_Directions:_
The entries below are to be written out again without alteration.

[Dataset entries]
+---+

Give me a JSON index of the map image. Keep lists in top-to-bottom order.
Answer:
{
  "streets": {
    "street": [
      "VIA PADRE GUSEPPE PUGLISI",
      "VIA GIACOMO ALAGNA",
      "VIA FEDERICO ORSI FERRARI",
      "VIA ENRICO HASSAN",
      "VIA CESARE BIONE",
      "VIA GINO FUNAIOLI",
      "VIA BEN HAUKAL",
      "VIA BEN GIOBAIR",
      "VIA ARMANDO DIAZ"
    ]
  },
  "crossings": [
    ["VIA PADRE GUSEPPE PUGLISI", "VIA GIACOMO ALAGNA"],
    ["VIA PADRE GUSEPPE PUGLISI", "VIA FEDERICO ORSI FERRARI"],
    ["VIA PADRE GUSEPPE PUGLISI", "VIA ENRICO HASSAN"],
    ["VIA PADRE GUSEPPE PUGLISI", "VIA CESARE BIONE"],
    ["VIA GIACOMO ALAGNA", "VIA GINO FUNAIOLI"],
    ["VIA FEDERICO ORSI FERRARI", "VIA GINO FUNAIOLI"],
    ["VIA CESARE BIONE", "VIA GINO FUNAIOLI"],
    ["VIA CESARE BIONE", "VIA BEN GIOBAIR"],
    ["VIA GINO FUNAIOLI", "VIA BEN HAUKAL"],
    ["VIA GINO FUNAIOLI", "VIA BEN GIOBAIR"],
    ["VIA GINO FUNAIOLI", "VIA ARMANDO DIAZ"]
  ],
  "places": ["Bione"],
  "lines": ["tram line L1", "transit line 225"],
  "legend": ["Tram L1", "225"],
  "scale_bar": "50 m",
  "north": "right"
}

+---+

_Exercise solution:_
Give me a JSON index of the map image. Keep lists in top-to-bottom order.
Answer:
{
  "streets": {
    "street": [
      "VIA PADRE GUSEPPE PUGLISI",
      "VIA GIACOMO ALAGNA",
      "VIA FEDERICO ORSI FERRARI",
      "VIA ENRICO HASSAN",
      "VIA CESARE BIONE",
      "VIA GINO FUNAIOLI",
      "VIA BEN HAUKAL",
      "VIA BEN GIOBAIR",
      "VIA ARMANDO DIAZ"
    ]
  },
  "crossings": [
    ["VIA PADRE GUSEPPE PUGLISI", "VIA GIACOMO ALAGNA"],
    ["VIA PADRE GUSEPPE PUGLISI", "VIA FEDERICO ORSI FERRARI"],
    ["VIA PADRE GUSEPPE PUGLISI", "VIA ENRICO HASSAN"],
    ["VIA PADRE GUSEPPE PUGLISI", "VIA CESARE BIONE"],
    ["VIA GIACOMO ALAGNA", "VIA GINO FUNAIOLI"],
    ["VIA FEDERICO ORSI FERRARI", "VIA GINO FUNAIOLI"],
    ["VIA CESARE BIONE", "VIA GINO FUNAIOLI"],
    ["VIA CESARE BIONE", "VIA BEN GIOBAIR"],
    ["VIA GINO FUNAIOLI", "VIA BEN HAUKAL"],
    ["VIA GINO FUNAIOLI", "VIA BEN GIOBAIR"],
    ["VIA GINO FUNAIOLI", "VIA ARMANDO DIAZ"]
  ],
  "places": ["Bione"],
  "lines": ["tram line L1", "transit line 225"],
  "legend": ["Tram L1", "225"],
  "scale_bar": "50 m",
  "north": "right"
}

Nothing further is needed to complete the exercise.